Task prompt:
Copy out the whole listing below exactly.

Records supplied:
# # # # #

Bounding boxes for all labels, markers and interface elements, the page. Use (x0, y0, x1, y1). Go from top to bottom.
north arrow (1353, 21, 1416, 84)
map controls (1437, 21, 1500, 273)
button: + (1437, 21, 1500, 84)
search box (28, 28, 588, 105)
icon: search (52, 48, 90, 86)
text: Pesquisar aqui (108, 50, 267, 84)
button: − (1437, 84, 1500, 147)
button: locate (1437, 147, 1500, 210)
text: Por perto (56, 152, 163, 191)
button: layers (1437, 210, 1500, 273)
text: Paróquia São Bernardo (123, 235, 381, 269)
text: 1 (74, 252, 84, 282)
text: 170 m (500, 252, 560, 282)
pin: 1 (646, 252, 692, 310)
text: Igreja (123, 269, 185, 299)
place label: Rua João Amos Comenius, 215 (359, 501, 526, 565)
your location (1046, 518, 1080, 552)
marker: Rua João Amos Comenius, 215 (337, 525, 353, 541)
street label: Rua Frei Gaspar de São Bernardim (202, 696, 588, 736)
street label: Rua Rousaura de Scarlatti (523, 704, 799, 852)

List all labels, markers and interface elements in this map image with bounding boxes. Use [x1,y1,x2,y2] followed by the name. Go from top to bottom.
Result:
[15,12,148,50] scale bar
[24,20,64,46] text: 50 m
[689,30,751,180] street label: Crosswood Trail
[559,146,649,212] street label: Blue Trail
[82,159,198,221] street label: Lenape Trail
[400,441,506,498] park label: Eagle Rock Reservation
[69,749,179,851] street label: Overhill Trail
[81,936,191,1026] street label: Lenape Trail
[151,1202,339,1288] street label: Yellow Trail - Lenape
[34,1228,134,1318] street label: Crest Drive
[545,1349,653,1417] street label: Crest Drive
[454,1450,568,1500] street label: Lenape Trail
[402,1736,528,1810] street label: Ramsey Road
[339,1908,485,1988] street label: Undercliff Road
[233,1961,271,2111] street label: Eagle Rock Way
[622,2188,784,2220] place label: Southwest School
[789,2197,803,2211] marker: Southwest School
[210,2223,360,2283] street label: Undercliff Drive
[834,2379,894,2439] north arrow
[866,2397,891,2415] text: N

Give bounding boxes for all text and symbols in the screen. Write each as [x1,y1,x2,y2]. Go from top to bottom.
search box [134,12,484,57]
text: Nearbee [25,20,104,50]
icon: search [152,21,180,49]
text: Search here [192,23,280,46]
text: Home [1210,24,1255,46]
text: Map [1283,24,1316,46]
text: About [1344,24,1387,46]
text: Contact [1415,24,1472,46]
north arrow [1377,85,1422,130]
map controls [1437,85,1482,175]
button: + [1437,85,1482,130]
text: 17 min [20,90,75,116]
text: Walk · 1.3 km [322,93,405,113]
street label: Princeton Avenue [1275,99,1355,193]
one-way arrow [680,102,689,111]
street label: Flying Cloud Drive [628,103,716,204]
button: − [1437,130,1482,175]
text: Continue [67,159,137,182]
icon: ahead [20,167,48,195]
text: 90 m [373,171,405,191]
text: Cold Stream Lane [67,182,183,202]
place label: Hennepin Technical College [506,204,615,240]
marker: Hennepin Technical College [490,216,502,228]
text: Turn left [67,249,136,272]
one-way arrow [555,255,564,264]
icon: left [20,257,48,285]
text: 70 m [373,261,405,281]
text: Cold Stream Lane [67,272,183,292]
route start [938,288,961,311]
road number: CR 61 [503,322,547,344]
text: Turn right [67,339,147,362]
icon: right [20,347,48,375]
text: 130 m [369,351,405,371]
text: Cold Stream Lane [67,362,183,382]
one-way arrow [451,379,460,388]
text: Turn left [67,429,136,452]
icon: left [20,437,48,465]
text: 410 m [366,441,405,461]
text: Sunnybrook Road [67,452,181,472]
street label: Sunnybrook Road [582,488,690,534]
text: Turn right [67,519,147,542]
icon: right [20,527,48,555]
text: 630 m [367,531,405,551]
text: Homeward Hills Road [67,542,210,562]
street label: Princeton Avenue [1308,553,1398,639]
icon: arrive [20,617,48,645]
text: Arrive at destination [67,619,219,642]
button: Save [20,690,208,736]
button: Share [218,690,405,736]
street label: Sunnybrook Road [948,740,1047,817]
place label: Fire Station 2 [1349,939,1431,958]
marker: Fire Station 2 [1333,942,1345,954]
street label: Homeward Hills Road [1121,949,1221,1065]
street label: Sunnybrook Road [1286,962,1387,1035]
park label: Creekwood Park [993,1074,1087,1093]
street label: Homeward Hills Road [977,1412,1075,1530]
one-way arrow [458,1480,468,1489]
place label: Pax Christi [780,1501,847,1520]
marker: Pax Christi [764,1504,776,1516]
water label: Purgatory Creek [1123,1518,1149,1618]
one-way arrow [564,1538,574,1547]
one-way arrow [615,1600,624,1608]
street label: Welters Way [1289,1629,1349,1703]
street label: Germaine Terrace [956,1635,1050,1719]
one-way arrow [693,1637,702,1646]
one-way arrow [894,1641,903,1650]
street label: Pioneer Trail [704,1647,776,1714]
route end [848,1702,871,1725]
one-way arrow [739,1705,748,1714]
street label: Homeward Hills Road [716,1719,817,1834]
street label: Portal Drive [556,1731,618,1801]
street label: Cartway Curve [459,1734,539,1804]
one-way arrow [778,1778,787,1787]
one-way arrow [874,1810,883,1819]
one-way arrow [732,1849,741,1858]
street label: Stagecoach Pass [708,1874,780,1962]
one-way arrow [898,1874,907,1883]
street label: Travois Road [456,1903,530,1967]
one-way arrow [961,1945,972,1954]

# # # # #

Result of the task:
Bounding boxes for all labels, markers and interface elements, the page. Use (x0, y0, x1, y1). Go from top to bottom.
north arrow (1353, 21, 1416, 84)
map controls (1437, 21, 1500, 273)
button: + (1437, 21, 1500, 84)
search box (28, 28, 588, 105)
icon: search (52, 48, 90, 86)
text: Pesquisar aqui (108, 50, 267, 84)
button: − (1437, 84, 1500, 147)
button: locate (1437, 147, 1500, 210)
text: Por perto (56, 152, 163, 191)
button: layers (1437, 210, 1500, 273)
text: Paróquia São Bernardo (123, 235, 381, 269)
text: 1 (74, 252, 84, 282)
text: 170 m (500, 252, 560, 282)
pin: 1 (646, 252, 692, 310)
text: Igreja (123, 269, 185, 299)
place label: Rua João Amos Comenius, 215 (359, 501, 526, 565)
your location (1046, 518, 1080, 552)
marker: Rua João Amos Comenius, 215 (337, 525, 353, 541)
street label: Rua Frei Gaspar de São Bernardim (202, 696, 588, 736)
street label: Rua Rousaura de Scarlatti (523, 704, 799, 852)

List all labels, markers and interface elements in this map image with bounding boxes. Use [x1,y1,x2,y2] followed by the name. Go from top to bottom.
Result:
[15,12,148,50] scale bar
[24,20,64,46] text: 50 m
[689,30,751,180] street label: Crosswood Trail
[559,146,649,212] street label: Blue Trail
[82,159,198,221] street label: Lenape Trail
[400,441,506,498] park label: Eagle Rock Reservation
[69,749,179,851] street label: Overhill Trail
[81,936,191,1026] street label: Lenape Trail
[151,1202,339,1288] street label: Yellow Trail - Lenape
[34,1228,134,1318] street label: Crest Drive
[545,1349,653,1417] street label: Crest Drive
[454,1450,568,1500] street label: Lenape Trail
[402,1736,528,1810] street label: Ramsey Road
[339,1908,485,1988] street label: Undercliff Road
[233,1961,271,2111] street label: Eagle Rock Way
[622,2188,784,2220] place label: Southwest School
[789,2197,803,2211] marker: Southwest School
[210,2223,360,2283] street label: Undercliff Drive
[834,2379,894,2439] north arrow
[866,2397,891,2415] text: N

Give bounding boxes for all text and symbols in the screen. Write each as [x1,y1,x2,y2]. Go from top to bottom.
search box [134,12,484,57]
text: Nearbee [25,20,104,50]
icon: search [152,21,180,49]
text: Search here [192,23,280,46]
text: Home [1210,24,1255,46]
text: Map [1283,24,1316,46]
text: About [1344,24,1387,46]
text: Contact [1415,24,1472,46]
north arrow [1377,85,1422,130]
map controls [1437,85,1482,175]
button: + [1437,85,1482,130]
text: 17 min [20,90,75,116]
text: Walk · 1.3 km [322,93,405,113]
street label: Princeton Avenue [1275,99,1355,193]
one-way arrow [680,102,689,111]
street label: Flying Cloud Drive [628,103,716,204]
button: − [1437,130,1482,175]
text: Continue [67,159,137,182]
icon: ahead [20,167,48,195]
text: 90 m [373,171,405,191]
text: Cold Stream Lane [67,182,183,202]
place label: Hennepin Technical College [506,204,615,240]
marker: Hennepin Technical College [490,216,502,228]
text: Turn left [67,249,136,272]
one-way arrow [555,255,564,264]
icon: left [20,257,48,285]
text: 70 m [373,261,405,281]
text: Cold Stream Lane [67,272,183,292]
route start [938,288,961,311]
road number: CR 61 [503,322,547,344]
text: Turn right [67,339,147,362]
icon: right [20,347,48,375]
text: 130 m [369,351,405,371]
text: Cold Stream Lane [67,362,183,382]
one-way arrow [451,379,460,388]
text: Turn left [67,429,136,452]
icon: left [20,437,48,465]
text: 410 m [366,441,405,461]
text: Sunnybrook Road [67,452,181,472]
street label: Sunnybrook Road [582,488,690,534]
text: Turn right [67,519,147,542]
icon: right [20,527,48,555]
text: 630 m [367,531,405,551]
text: Homeward Hills Road [67,542,210,562]
street label: Princeton Avenue [1308,553,1398,639]
icon: arrive [20,617,48,645]
text: Arrive at destination [67,619,219,642]
button: Save [20,690,208,736]
button: Share [218,690,405,736]
street label: Sunnybrook Road [948,740,1047,817]
place label: Fire Station 2 [1349,939,1431,958]
marker: Fire Station 2 [1333,942,1345,954]
street label: Homeward Hills Road [1121,949,1221,1065]
street label: Sunnybrook Road [1286,962,1387,1035]
park label: Creekwood Park [993,1074,1087,1093]
street label: Homeward Hills Road [977,1412,1075,1530]
one-way arrow [458,1480,468,1489]
place label: Pax Christi [780,1501,847,1520]
marker: Pax Christi [764,1504,776,1516]
water label: Purgatory Creek [1123,1518,1149,1618]
one-way arrow [564,1538,574,1547]
one-way arrow [615,1600,624,1608]
street label: Welters Way [1289,1629,1349,1703]
street label: Germaine Terrace [956,1635,1050,1719]
one-way arrow [693,1637,702,1646]
one-way arrow [894,1641,903,1650]
street label: Pioneer Trail [704,1647,776,1714]
route end [848,1702,871,1725]
one-way arrow [739,1705,748,1714]
street label: Homeward Hills Road [716,1719,817,1834]
street label: Portal Drive [556,1731,618,1801]
street label: Cartway Curve [459,1734,539,1804]
one-way arrow [778,1778,787,1787]
one-way arrow [874,1810,883,1819]
one-way arrow [732,1849,741,1858]
street label: Stagecoach Pass [708,1874,780,1962]
one-way arrow [898,1874,907,1883]
street label: Travois Road [456,1903,530,1967]
one-way arrow [961,1945,972,1954]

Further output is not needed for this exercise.